Scuola a 5 anni: i precedenti e gli ostacoli

La proposta di riforma radicale del sistema di istruzione italiano con ingresso anticipato di un anno, avanzata ieri dal presidente del Consiglio, Enrico Letta, ha colto un po’ tutti di sorpresa.

È sembrato il canto del cigno o un grido di disperazione di un premier che potrebbe essere arrivato al capolinea e per aver perso, a quanto sembra, il sostegno del suo partito.  

Questo pezzo da ’90 avrebbe potuto essere calato subito, all’inizio del mandato e oggi potrebbe essere al centro del dibattito.

Se, tuttavia, Letta supererà lo scoglio della crisi con il PD e con il suo segretario, Matteo Renzi, dovrà affrontare ben altre insidie per portare in porto la sua riforma del sistema.

La proposta dell’anticipo dell’obbligo scolastico a 5 anni, avanzata a suo tempo dall’allora ministro Berlinguer nel 1996, trovò l’ostilità dei sindacati, delle associazioni degli insegnanti e degli Enti Locali, molti dei quali gestivano scuole dell’infanzia.

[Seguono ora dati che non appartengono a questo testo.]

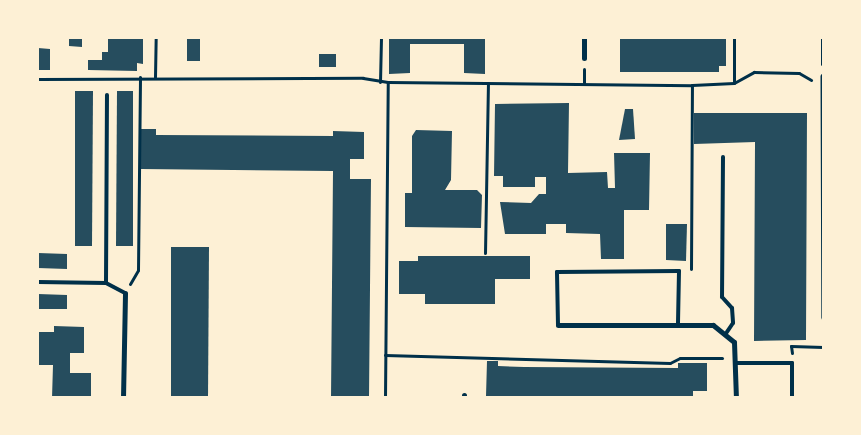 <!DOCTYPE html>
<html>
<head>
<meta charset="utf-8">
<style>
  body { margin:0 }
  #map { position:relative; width:861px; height:435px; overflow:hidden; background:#fdf0d5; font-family:"Exo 2",sans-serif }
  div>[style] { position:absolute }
  .building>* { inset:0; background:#264d5e }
  .path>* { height:3px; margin:-1.5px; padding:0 1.5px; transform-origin:1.5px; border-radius:1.5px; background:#003049 }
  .service>* { height:4px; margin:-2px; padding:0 2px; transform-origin:2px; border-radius:2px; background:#003049 }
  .pedestrian>* { height:4.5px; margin:-2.25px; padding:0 2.25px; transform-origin:2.25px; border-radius:2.25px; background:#003049 }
  .minor>* { height:5px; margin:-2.5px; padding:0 2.5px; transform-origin:2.5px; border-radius:2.5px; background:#003049 }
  span { translate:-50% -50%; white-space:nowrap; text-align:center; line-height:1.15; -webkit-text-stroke:4px #fdf0d5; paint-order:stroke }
  .frame { position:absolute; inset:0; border:39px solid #fdf0d5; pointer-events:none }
</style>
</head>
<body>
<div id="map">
  <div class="building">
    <i style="clip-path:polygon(69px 38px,82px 38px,82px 47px,69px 46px)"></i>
    <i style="clip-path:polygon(108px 38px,143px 38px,143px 64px,137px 63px,137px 71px,88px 70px,88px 60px,102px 60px,102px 52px,108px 52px)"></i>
    <i style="clip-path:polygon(187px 38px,200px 38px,200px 61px,187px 61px)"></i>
    <i style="clip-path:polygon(389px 38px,485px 38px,485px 74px,464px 73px,464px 44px,410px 44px,410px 73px,389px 74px)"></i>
    <i style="clip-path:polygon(620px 38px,726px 38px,726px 66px,719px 66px,719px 72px,620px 72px)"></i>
    <i style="clip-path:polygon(38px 48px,50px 49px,50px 70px,38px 70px)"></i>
    <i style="clip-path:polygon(319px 54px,336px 54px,336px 67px,319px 67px)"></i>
    <i style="clip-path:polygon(75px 91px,93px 91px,92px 246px,75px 246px)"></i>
    <i style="clip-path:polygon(117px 91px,133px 91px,133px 246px,116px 246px)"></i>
    <i style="clip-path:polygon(569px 103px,568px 173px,607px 172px,608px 188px,615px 188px,614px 153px,650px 153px,649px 210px,624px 210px,624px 259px,601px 259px,600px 234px,566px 233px,566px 224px,546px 224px,546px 234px,505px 234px,500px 202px,531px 203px,539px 194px,546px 194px,546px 177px,535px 177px,535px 187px,503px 187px,503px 176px,494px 176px,495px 104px)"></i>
    <i style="clip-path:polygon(625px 109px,633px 109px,635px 139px,619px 140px)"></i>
    <i style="clip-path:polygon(694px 113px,807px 113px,806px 340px,754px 341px,755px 142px,694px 144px)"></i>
    <i style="clip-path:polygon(141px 129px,156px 129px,156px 135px,333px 136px,333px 131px,364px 132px,364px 159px,350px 159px,350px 179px,371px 179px,369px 398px,331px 398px,333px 171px,141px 169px)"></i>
    <i style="clip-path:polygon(416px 130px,452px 131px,451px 180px,445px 190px,477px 190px,482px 195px,481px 228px,405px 227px,405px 193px,412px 193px,412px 136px)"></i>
    <i style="clip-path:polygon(666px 224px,687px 224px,686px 261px,666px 260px)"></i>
    <i style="clip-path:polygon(171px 247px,209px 247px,208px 398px,171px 398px)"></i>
    <i style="clip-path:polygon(38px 253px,67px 254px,67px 269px,38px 268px)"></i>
    <i style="clip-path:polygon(418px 256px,530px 256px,530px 279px,495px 279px,495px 304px,425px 304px,425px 294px,399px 294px,399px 261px,418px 261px)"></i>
    <i style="clip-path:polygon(38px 294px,67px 295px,67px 309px,38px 309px)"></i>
    <i style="clip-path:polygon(54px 326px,84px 327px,84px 353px,70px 353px,70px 373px,91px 373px,91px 398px,52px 398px,53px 365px,38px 365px,38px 332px,54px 332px)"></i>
    <i style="clip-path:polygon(487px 361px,498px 361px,498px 366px,524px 367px,678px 368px,678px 363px,707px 363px,707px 391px,693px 391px,693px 398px,486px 396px)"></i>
  </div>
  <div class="path">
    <i style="left:822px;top:38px;width:26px;rotate:90deg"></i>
    <i style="left:584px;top:69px;width:15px;rotate:90deg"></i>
    <i style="left:155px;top:77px;width:39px;rotate:-89deg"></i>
    <i style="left:38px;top:79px;width:325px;rotate:-0.2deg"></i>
    <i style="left:363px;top:78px;width:25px;rotate:9deg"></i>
    <i style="left:388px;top:82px;width:304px;rotate:0.6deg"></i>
    <i style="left:692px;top:85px;width:42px;rotate:-2.7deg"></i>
    <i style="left:734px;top:83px;width:23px;rotate:-29deg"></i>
    <i style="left:754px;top:72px;width:45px;rotate:1.3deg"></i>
    <i style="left:799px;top:73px;width:14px;rotate:30deg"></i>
    <i style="left:380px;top:82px;width:44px;rotate:-88.7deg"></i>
    <i style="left:734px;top:82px;width:44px;rotate:-90deg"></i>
    <i style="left:485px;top:253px;width:170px;rotate:-89deg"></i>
    <i style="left:691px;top:269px;width:184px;rotate:-89.7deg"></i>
    <i style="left:130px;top:284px;width:16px;rotate:-60deg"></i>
    <i style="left:138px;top:270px;width:193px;rotate:-89.4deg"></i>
    <i style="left:792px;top:353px;width:7px;rotate:-98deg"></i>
    <i style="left:791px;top:346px;width:32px;rotate:2deg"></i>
    <i style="left:823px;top:347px;width:18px;rotate:-90deg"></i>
    <i style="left:385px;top:355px;width:285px;rotate:1.6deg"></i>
    <i style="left:670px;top:363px;width:11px;rotate:-27deg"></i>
    <i style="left:680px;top:358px;width:42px"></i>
    <i style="left:385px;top:398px;width:316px;rotate:-89.5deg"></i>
  </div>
  <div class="service">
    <i style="left:723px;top:157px;width:140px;rotate:90.4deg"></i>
    <i style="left:722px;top:297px;width:15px;rotate:48deg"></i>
    <i style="left:732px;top:308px;width:15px;rotate:86deg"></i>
    <i style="left:733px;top:323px;width:11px;rotate:124deg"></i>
    <i style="left:38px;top:282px;width:68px;rotate:0.8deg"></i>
    <i style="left:106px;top:283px;width:21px;rotate:28deg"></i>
    <i style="left:106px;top:283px;width:188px;rotate:-89.7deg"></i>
    <i style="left:558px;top:325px;width:53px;rotate:-91.1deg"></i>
    <i style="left:557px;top:272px;width:122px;rotate:-0.5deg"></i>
    <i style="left:679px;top:271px;width:54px;rotate:91.1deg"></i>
    <i style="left:736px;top:363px;width:56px"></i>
    <i style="left:792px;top:363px;width:35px;rotate:90deg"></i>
  </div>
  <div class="pedestrian">
    <i style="left:823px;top:76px;width:241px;rotate:89.8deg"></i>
  </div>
  <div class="minor">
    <i style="left:584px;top:38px;width:20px;rotate:90deg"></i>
    <i style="left:558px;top:325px;width:155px"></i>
    <i style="left:713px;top:325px;width:27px;rotate:39deg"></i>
    <i style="left:734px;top:342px;width:56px;rotate:88deg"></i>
    <i style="left:123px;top:398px;width:105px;rotate:-88.9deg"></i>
    <i style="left:464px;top:398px;width:3px;rotate:-90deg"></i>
  </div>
  <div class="frame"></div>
</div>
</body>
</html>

Il ministro dovette rivedere il suo piano e, pur di concludere l’intero percorso scolastico a 18 anni (per allinearsi all’Europa), ripiegò sull’abbreviazione interna del percorso, proponendo l’accorpamento di elementare e media nell’unica scuola di base della durata di sette anni, anziché otto (5 + 3). Non se ne fece nulla.

Anche il ministro Letizia Moratti, con il medesimo obiettivo di arrivare al diploma a 18 anni, pensò di mettere mano al percorso triennale della scuola dell’infanzia, ma si accontentò di prevedere l’anticipo (facoltativo) di ingresso nella scuola elementare con un’abbreviazione di 4 mesi.

Sperava forse in un accoglimento caloroso da parte delle famiglie ma non fu così: oggi si avvale di questa possibilità di anticipo circa il 15% degli aventi diritto.

Se l’anticipo, come si vede, non piace, come reagirebbero le famiglie se la proposta Letta venisse messa in atto obbligando tutti i bambini ad andare a scuola a cinque anni?